Parce que les Confessions restent un ouvrage accessible, où la part autobiographique permet d’entrer de plain-pied dans la vie et les sentiments de son auteur, Augustin nous est proche. Comme le disait le regretté professeur Jerphagnon : « un jour, j’ai rencontré Augustin. » Tous ses lecteurs pourraient en dire autant car l’homme séduit, et pas seulement les latinistes qui se délectent de son style, de la facilité avec laquelle il joue avec les mots, avec la phrase. Il est célèbre et le reste, même pour un Premier ministre inculte qui incite à la lecture tout en admettant n’avoir jamais lu une ligne de celui qu’il donne en exemple…

Cet Augustin-là, c’est l’homme et le saint. Il est aimable et d’accès facile. 

Il y a l’autre Augustin, le Maître, le philosophe, le théologien. Jeune professeur, ses étudiants, à Carthage comme à Rome, le chahutaient, les imbéciles… On voudrait leur crier : « Taisez-vous, abrutis ! C’est Augustin qui s’abaisse à vous rendre moins sots ! » Les paysans d’Afrique, les braves gens d’Hippone, quand il prêchait, avaient, eux, la sagesse de l’écouter.

Cet Augustin-là, pour notre époque, est plus ardu. Il fait un peu peur, et reste du domaine des spécialistes.

À tort.

Voudraient le démontrer les actes d’un récent colloque, qui s’est tenu en l’abbaye Saint-Maurice d’Agaune, et a réuni religieux, prêtres, universitaires pour dire L’actualité de la spiritualité augustinienne. (Sous la direction du Père Jean-François Petit et du Père Olivier Roduit. Salvator. 275 p. 22 €.)

La Règle de Saint Augustin, qu’il composa pour ses compagnons avant de les quitter pour Hippone, fut largement au cœur des débats. Elle a, plus d’un millénaire, été le modèle duquel s’inspirèrent les grands fondateurs d’ordres religieux ; elle continue d’inspirer les jeunes communautés canoniales.

En quoi consiste-t-elle ? Quelle est son originalité ? Comment en vit-on aujourd’hui, que ce soit à Saint-Maurice d’Agaune, chez les Prémontrés de Mondaye en Normandie, chez les chanoines réguliers de Saint-Victor, ceux du Latran, ou chez les chanoines réguliers de la Mère de Dieu pour n’en citer que quelques-uns.

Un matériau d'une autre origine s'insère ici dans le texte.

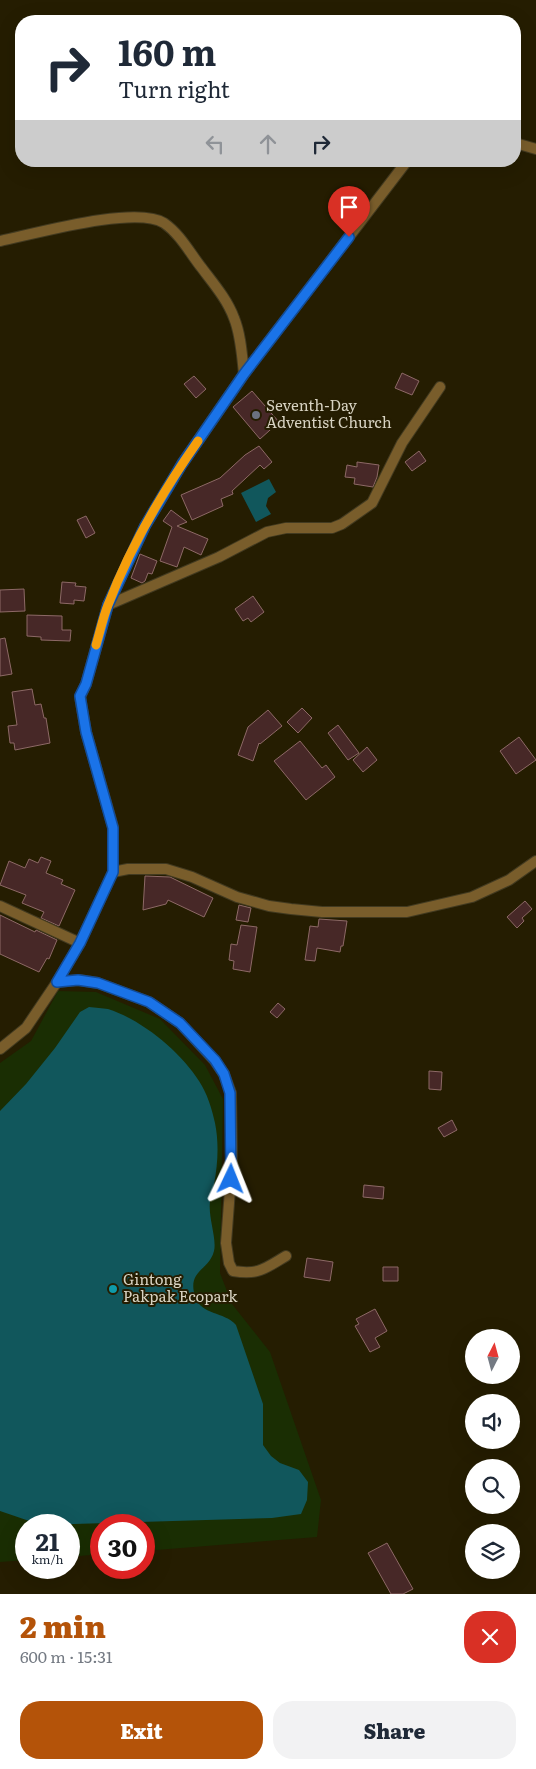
<!DOCTYPE html>
<html lang="en">
<head>
<meta charset="utf-8">
<style>
	:root { --surface:#fff; --page:#f2f2f3; --text:#1f2937; --muted:#747a83; --accent:#b45309 }
	body { margin:0; font-family:Literata,serif; background:var(--page); color:var(--text); height:100vh; display:flex; flex-direction:column; font-size:19px; white-space:nowrap }
	* { box-sizing:border-box; margin:0 }
	p { font-size:16px; color:var(--muted) }
	.icon { flex:none; width:28px; height:28px; fill:none; stroke:currentColor; stroke-width:2; stroke-linecap:round; stroke-linejoin:round }
	.map { position:relative; height:1594px; overflow:hidden }
	.panel { display:flex; flex-direction:column; background:var(--surface); flex:1 }
	.panel>* { flex:none }
	.top-card { position:absolute; left:15px; top:15px; width:506px; height:152px; border-radius:20px; box-shadow:0 5px 20px #0002; background:#fff; color:var(--text); overflow:hidden }
	.needle { width:32px; rotate:6deg }
	.tools { position:absolute; left:465px; top:1329px; display:grid; gap:10px }
	.tools a { display:grid; place-items:center; width:55px; height:55px; border-radius:50%; background:var(--surface); box-shadow:0 5px 20px #0002; font-size:25px }
	.speed { position:absolute; left:15px; top:1514px; display:flex; gap:10px; font-size:25px; font-weight:700; text-align:center }
	.speed>* { display:grid; place-content:center; width:65px; height:65px; border-radius:50%; background:var(--surface); box-shadow:0 5px 20px #0002; line-height:1 }
	.speed small { font-size:12px; font-weight:400 }
	.speed .limit { border:8px solid #d22; background:#fff; color:#111 }
	.pin { position:absolute; display:grid; place-items:center; width:42px; height:42px; color:#fff; margin:-51px -21px; border-radius:50% 50% 50% 0; rotate:-45deg; box-shadow:0 0 5px #0007 }
	.pin .icon { rotate:45deg }
	.me { position:absolute; width:55px; margin:-28px; rotate:2deg; stroke-linejoin:round; filter:drop-shadow(0 0 4px #0008) }
	.turn { display:flex; align-items:center; gap:18px; height:105px; padding:0 20px; font-size:22px }
	.turn .icon { width:65px; height:65px; stroke-width:2.5 }
	.turn b { display:block; font-size:35px; line-height:42px }
	.lanes { display:flex; align-items:center; height:48px; padding:0 20px; background:#0003; justify-content:center; gap:25px; direction:ltr }
	.lanes .off { opacity:.35 }
	.round { display:grid; place-items:center; flex:none; width:52px; height:52px; border-radius:20px; background:var(--page) }
	.summary { display:flex; align-items:center; justify-content:space-between; height:85px; padding:0 20px }
	h1 { font-size:30px; font-weight:800; line-height:38px; color:var(--accent) }
	.cta { display:flex; gap:10px; margin-top:auto; padding:10px 20px }
	.cta a { flex:1; height:58px; border-radius:20px; background:var(--accent); color:#fff; font-size:20px; font-weight:800; line-height:58px; text-align:center }
	.cta a+a { background:var(--page); color:var(--text) }
	.map>svg:first-child { display:block }
	.green { fill:#1a2e03 }
	.water { fill:#11575c }
	.building { fill:#472827; stroke:#8d6966 }
	.lines { fill:none; stroke-linecap:round; stroke-linejoin:round }
	.minor-casing { stroke:#423a20; stroke-width:12 }
	.tertiary-casing { stroke:#423a20; stroke-width:12 }
	.minor { stroke:#795d2b; stroke-width:10 }
	.tertiary { stroke:#795d2b; stroke-width:10 }
	.route-casing { stroke:#114b97; stroke-width:12 }
	.route { stroke:#1a73e8; stroke-width:9 }
	.slow { stroke:#f59e0b; stroke-width:9 }
	.worship-dot { fill:#6b7280; stroke:#251d01; stroke-width:2 }
	.culture-dot { fill:#0f9aa8; stroke:#251d01; stroke-width:2 }
	.labels { text-anchor:middle; stroke-width:4; stroke-linejoin:round; paint-order:stroke }
	.poi-label { font-size:15px; fill:#d8d3c2; stroke:#251d01; text-anchor:start }
</style>
</head>
<body>
<div class="map">
<svg width="536" height="1594" viewBox="0 0 536 1594">
	<rect width="100%" height="100%" fill="#251d01"/>
	<path class="green" d="M58,991L96,992L160,1019L205,1065L223,1099L220,1273L232,1304L270,1352L321,1500L317,1537L144,1551V1525H101V1554L69,1557V1525H26V1560L0,1562V1063L31,1041Z"/>
	<path class="water" d="M269,479L276,492L268,498L266,506L271,514L256,522L241,493Z
		M89,1007C96,1008 102,1008 108,1009C142,1020 180,1051 199,1081C207,1093 212,1109 215,1123C219,1142 218,1165 214,1184C213,1190 210,1196 210,1202C208,1217 217,1239 214,1251C209,1271 187,1270 195,1296C201,1316 224,1311 236,1325L263,1404V1445L271,1456L280,1463L299,1470L308,1482L307,1500L301,1514L272,1518L41,1525L0,1511V1111L26,1084L55,1048L80,1012Z"/>
	<path class="building" d="M402,373L419,381L412,395L395,388Z
		M194,376L206,389L196,398L184,384Z
		M252,391L279,422L260,439L233,407Z
		M259,446L272,462L264,469L260,465L232,491L233,494L221,499L223,506L192,520L181,495L220,478L245,455Z
		M419,451L426,461L412,471L405,462Z
		M357,462L379,465L377,477L373,487L354,484L355,478L345,477L347,465L357,467Z
		M171,510L187,522L177,526L208,539L201,555L184,547L177,567L160,561L172,527L163,521Z
		M86,516L95,533L86,538L77,520Z
		M140,554L157,561L152,574L148,573L145,581L142,583L131,578Z
		M62,582L76,583L75,586L86,587L84,601L74,600V604L60,603Z
		M24,589L25,611L0,612V590Z
		M253,596L264,612L251,622L248,618L243,621L235,609Z
		M27,615L62,616V630H71L70,641L41,640V637L27,636Z
		M5,638L12,674L0,676V639Z
		M32,689L35,705L41,704L44,718H46L50,743L15,750L14,743H10L8,726L17,725L12,692Z
		M302,708L312,718L298,733L287,722Z
		M268,710L282,726L260,744L259,743L253,761L238,755L248,727Z
		M338,725L359,753L348,760L328,733Z
		M519,737L536,760L516,774L500,751Z
		M300,741L322,768L326,765L335,777L306,800L274,761Z
		M367,747L377,760L363,772L353,760Z
		M41,857L51,861L46,873L63,880L61,884L75,890L59,926L41,918L44,912L22,903L26,895L0,885L9,861L25,868L29,859L38,863Z
		M145,876L170,877L213,898L204,917L168,900L166,904L143,910Z
		M525,901L532,909L522,918L524,921L517,928L507,917Z
		M239,905L251,908L248,922L236,920Z
		M0,915L35,932L36,930L57,940L49,959L47,958L39,972L0,954Z
		M319,919L347,921L343,946H341L340,952L317,948L315,961L305,960L310,926L318,927Z
		M241,925L257,927L250,972L233,969L234,961L229,960L231,944L237,945Z
		M278,1003L285,1009L277,1018L270,1012Z
		M429,1071L442,1072L441,1090L429,1089Z
		M452,1120L457,1130L444,1137L438,1128Z
		M364,1185L384,1187L383,1199L363,1197Z
		M307,1258L333,1262L330,1281L304,1277Z
		M383,1267H398V1281H383Z
		M375,1309L387,1331L375,1338L380,1347L370,1352L355,1326L359,1324L356,1319Z
		M387,1543L413,1589L403,1594H391L368,1553Z"/>
	<g class="lines">
		<defs>
			<path id="minor" d="M515,143L536,149
				M0,241C34,234 136,205 164,223C180,234 190,253 201,267C213,283 227,299 234,318C241,335 242,356 244,374
				M244,374L407,161
				M108,605L219,557L267,532L286,528H332L342,524L372,503L402,443L440,387
				M113,872L128,869H166L192,877L237,897L269,906L291,909L322,912H407L472,897L509,880L536,861
				M0,906L80,943
				M57,982L79,980L98,983L149,1002L180,1023L215,1061L224,1074L231,1093L232,1163L226,1243L229,1263L233,1271C259,1275 264,1269 286,1256"/>
			<path id="tertiary" d="M0,1049L26,1028L57,982L80,943L113,872V827L86,732L80,697L86,684L108,605L145,526L182,464L244,374"/>
		</defs>
		<use href="#minor" class="minor-casing"/>
		<use href="#tertiary" class="tertiary-casing"/>
		<use href="#minor" class="minor"/>
		<use href="#tertiary" class="tertiary"/>
	</g>
	<g class="lines">
		<defs>
			<path id="route" d="M231,1179L230,1093L224,1074L215,1060L180,1023L149,1002L98,983L78,980L57,982L80,943L113,872V828L86,732L80,696L86,684L108,605L145,526L182,464L244,374L349,237"/>
		</defs>
		<use href="#route" class="route-casing"/>
		<use href="#route" class="route"/>
		<path class="slow" d="M96,645C100,632 103,617 108,605C130,547 163,491 198,441"/>
	</g>
	<circle class="worship-dot" cx="256" cy="415" r="5"/>
	<circle class="culture-dot" cx="113" cy="1289" r="5"/>
	<g class="labels">
		<g class="poi-label">
			<text x="266" y="411">Seventh-Day<tspan x="266" dy="17">Adventist Church</tspan></text>
			<text x="123" y="1285">Gintong<tspan x="123" dy="17">Pakpak Ecopark</tspan></text>
		</g>
	</g>
</svg>
<div class="tools">
<a><svg class="needle" viewBox="-14 -14 28 28"><path d="M0-13l5 13h-10z" fill="#e53935"/><path d="M0 13l5-13h-10z" fill="#747a83"/></svg></a>
<a><svg class="icon" aria-label="sound" viewBox="0 0 24 24"><path d="M4 9h4l5-4v14l-5-4H4zM17 9q2 3 0 6"/></svg></a>
<a><svg class="icon" aria-label="search" viewBox="0 0 24 24"><circle cx="10" cy="10" r="6"/><path d="M15 15l6 6"/></svg></a>
<a><svg class="icon" aria-label="layers" viewBox="0 0 24 24"><path d="M12 4l9 5-9 5-9-5zM3 14l9 5 9-5"/></svg></a>
</div>
<div class="speed"><div>21<small>km/h</small></div><div class="limit">30</div></div>
<div class="pin" style="left:349px;top:237px;background:#d93025"><svg class="icon" aria-label="arrive" viewBox="0 0 24 24"><path d="M6 21V4h12l-3 4 3 4H6"/></svg></div>
<svg class="me" style="left:231px;top:1179px" viewBox="-20 -20 40 40"><path d="M0-17L14 15 0 8-14 15z" fill="#1a73e8" stroke="#fff" stroke-width="4"/></svg>
<div class="top-card">
<div class="turn"><svg class="icon" aria-label="right" viewBox="0 0 24 24"><path d="M7 20v-9h11M14 6l5 5-5 5"/></svg><div><b>160 m</b>Turn right</div></div>
<div class="lanes"><svg class="icon off" aria-label="left" viewBox="0 0 24 24"><path d="M17 20v-9H6M10 6l-5 5 5 5"/></svg><svg class="icon off" aria-label="ahead" viewBox="0 0 24 24"><path d="M12 20V5M6 11l6-6 6 6"/></svg><svg class="icon" aria-label="right" viewBox="0 0 24 24"><path d="M7 20v-9h11M14 6l5 5-5 5"/></svg></div>
</div>
</div>
<section class="panel">
<div class="summary"><div><h1>2 min</h1><p>600 m · 15:31</p></div><a class="round" style="background:#d93025;color:#fff"><svg class="icon" aria-label="close" viewBox="0 0 24 24"><path d="M6 6l12 12M18 6L6 18"/></svg></a></div>
<div class="cta"><a>Exit</a><a>Share</a></div>
</section>
</body>
</html>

L’auteur de la Cité de Dieu, le contemporain de la chute de Rome, a-t-il une leçon de sagesse et d’espérance à nous transmettre ? Qui est-il, dans la culture contemporaine, quand elle le connaît encore ?

C’est chez lui, en Algérie, que son image rencontre une nouvelle jeunesse. Par patriotisme, passant sur son christianisme, ou y revenant discrètement à travers lui, toute une génération de jeunes Berbères le redécouvre et apprend à l’aimer, ouvrant par son intermédiaire les possibilités d’un dialogue fécond et apaisé.

Toutes ces interventions ne sont pas grand public, il est vrai, mais elles invitent à relire, ou à lire, Augustin. Il se révèle toujours neuf.